WHAT IS NEEDED:
Copy every line of the data in which the word "class" occurs.

[PROVIDED DATA Boundary: Start]

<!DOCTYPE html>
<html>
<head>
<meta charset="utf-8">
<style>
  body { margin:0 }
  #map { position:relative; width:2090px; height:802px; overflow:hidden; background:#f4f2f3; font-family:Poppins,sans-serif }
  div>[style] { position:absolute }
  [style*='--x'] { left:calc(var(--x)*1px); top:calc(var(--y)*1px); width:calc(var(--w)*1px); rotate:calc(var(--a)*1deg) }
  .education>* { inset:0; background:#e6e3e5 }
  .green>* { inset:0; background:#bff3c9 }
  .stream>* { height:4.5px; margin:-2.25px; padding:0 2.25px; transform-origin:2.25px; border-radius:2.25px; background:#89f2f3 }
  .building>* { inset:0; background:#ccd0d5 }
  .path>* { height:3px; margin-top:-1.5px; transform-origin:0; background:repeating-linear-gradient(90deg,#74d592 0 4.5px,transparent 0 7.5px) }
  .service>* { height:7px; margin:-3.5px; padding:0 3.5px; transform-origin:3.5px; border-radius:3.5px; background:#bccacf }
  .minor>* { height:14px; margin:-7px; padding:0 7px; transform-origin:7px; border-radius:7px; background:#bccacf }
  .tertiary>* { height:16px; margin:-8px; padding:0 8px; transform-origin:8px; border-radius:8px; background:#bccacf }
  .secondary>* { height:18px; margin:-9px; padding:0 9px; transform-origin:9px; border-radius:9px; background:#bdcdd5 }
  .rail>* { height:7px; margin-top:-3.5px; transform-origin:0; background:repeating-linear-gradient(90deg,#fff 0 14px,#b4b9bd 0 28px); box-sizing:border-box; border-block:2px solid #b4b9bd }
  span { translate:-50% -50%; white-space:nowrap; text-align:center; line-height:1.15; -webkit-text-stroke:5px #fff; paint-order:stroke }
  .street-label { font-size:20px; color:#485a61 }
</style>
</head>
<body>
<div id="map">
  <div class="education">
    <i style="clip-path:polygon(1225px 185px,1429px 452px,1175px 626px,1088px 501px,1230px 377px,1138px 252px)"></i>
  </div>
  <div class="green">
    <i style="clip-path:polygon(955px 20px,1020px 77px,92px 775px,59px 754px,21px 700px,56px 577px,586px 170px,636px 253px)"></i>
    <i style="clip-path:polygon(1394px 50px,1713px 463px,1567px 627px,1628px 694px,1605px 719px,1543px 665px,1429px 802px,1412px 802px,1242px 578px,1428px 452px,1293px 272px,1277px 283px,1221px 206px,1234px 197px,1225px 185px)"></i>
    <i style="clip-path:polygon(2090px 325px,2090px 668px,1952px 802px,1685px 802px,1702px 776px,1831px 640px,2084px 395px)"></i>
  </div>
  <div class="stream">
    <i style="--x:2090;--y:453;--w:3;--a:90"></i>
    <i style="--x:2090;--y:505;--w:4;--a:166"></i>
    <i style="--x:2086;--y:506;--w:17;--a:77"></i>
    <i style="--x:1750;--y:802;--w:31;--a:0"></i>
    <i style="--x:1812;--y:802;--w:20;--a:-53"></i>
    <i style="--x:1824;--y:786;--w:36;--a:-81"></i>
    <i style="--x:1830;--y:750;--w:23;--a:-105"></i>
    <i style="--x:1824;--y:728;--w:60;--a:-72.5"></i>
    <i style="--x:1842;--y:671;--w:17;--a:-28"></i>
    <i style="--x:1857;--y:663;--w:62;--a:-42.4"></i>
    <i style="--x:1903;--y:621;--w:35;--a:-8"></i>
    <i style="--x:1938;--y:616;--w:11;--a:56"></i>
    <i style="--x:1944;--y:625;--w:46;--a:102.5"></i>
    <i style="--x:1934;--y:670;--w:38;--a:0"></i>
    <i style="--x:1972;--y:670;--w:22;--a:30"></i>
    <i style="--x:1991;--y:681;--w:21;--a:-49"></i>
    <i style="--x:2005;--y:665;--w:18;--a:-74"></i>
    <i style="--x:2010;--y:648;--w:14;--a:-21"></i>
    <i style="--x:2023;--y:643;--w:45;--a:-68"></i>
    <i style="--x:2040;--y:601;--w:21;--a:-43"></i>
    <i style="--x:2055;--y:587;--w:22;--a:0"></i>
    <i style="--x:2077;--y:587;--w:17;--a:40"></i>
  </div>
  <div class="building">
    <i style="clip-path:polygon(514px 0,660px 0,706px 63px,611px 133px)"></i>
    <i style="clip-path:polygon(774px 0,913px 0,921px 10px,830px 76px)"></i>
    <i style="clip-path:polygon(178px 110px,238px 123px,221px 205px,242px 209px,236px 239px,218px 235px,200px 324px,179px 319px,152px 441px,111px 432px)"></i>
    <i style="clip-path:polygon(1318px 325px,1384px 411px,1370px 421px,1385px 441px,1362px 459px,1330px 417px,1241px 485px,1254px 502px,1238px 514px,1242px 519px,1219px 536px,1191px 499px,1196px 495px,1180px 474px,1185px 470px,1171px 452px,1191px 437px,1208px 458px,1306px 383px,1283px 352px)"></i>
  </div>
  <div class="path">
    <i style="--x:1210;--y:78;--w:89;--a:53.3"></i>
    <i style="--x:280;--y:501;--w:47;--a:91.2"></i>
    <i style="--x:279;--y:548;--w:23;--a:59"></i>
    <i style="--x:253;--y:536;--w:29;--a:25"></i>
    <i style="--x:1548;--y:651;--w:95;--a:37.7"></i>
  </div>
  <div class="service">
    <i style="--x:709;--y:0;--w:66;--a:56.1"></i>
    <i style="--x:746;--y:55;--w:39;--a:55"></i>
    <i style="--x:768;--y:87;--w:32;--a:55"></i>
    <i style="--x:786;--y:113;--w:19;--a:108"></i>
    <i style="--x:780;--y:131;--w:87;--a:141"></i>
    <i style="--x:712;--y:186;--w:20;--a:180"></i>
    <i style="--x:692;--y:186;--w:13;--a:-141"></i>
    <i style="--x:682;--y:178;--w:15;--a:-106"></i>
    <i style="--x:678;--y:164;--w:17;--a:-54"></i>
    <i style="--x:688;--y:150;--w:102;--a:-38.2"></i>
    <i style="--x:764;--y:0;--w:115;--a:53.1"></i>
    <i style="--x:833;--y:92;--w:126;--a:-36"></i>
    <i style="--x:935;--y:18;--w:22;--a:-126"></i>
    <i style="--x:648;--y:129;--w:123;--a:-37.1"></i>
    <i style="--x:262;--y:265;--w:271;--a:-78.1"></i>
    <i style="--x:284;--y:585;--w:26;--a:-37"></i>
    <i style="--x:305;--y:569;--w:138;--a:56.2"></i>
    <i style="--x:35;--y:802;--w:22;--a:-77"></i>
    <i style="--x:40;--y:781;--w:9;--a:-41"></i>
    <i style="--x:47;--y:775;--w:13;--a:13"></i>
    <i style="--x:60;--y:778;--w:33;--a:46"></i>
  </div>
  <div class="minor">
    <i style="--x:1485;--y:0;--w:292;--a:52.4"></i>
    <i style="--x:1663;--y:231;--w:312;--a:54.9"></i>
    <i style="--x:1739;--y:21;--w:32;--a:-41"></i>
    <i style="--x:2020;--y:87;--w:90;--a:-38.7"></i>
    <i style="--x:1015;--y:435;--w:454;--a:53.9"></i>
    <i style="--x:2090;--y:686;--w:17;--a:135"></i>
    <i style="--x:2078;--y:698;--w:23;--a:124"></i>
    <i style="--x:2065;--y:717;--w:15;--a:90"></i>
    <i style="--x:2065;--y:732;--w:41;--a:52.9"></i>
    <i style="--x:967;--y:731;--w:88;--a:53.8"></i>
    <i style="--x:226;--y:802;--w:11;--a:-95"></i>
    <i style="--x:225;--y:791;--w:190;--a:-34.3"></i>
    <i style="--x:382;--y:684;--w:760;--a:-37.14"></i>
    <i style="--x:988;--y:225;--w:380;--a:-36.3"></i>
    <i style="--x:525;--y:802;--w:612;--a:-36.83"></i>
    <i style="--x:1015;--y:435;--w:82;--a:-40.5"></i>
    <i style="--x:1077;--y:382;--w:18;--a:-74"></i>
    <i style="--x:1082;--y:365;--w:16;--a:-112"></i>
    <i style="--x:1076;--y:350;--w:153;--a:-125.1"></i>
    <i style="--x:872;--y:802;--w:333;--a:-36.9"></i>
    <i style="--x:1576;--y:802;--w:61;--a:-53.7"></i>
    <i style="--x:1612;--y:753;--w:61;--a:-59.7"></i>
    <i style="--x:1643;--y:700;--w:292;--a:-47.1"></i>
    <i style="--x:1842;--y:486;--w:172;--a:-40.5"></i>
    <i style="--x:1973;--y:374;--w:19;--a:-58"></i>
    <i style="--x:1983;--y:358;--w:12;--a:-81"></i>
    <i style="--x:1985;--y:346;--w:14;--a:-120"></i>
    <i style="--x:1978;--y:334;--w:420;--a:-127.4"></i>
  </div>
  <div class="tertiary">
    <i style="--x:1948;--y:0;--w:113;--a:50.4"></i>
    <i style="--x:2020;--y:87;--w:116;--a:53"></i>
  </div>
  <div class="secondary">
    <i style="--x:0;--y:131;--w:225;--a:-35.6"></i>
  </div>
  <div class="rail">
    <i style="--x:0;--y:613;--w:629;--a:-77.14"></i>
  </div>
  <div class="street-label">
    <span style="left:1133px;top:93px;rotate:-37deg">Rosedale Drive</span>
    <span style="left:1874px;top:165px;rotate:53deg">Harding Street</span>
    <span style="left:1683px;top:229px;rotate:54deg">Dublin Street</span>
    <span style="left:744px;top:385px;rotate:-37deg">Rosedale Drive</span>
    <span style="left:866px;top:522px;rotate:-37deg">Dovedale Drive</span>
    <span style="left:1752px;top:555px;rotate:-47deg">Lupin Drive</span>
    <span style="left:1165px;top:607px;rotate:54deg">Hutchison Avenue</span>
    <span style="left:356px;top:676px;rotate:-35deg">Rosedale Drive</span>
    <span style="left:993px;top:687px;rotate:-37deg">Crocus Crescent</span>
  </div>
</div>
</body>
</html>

[PROVIDED DATA Boundary: End]

EXPECTED ANSWER:
  <div class="education">
  <div class="green">
  <div class="stream">
  <div class="building">
  <div class="path">
  <div class="service">
  <div class="minor">
  <div class="tertiary">
  <div class="secondary">
  <div class="rail">
  <div class="street-label">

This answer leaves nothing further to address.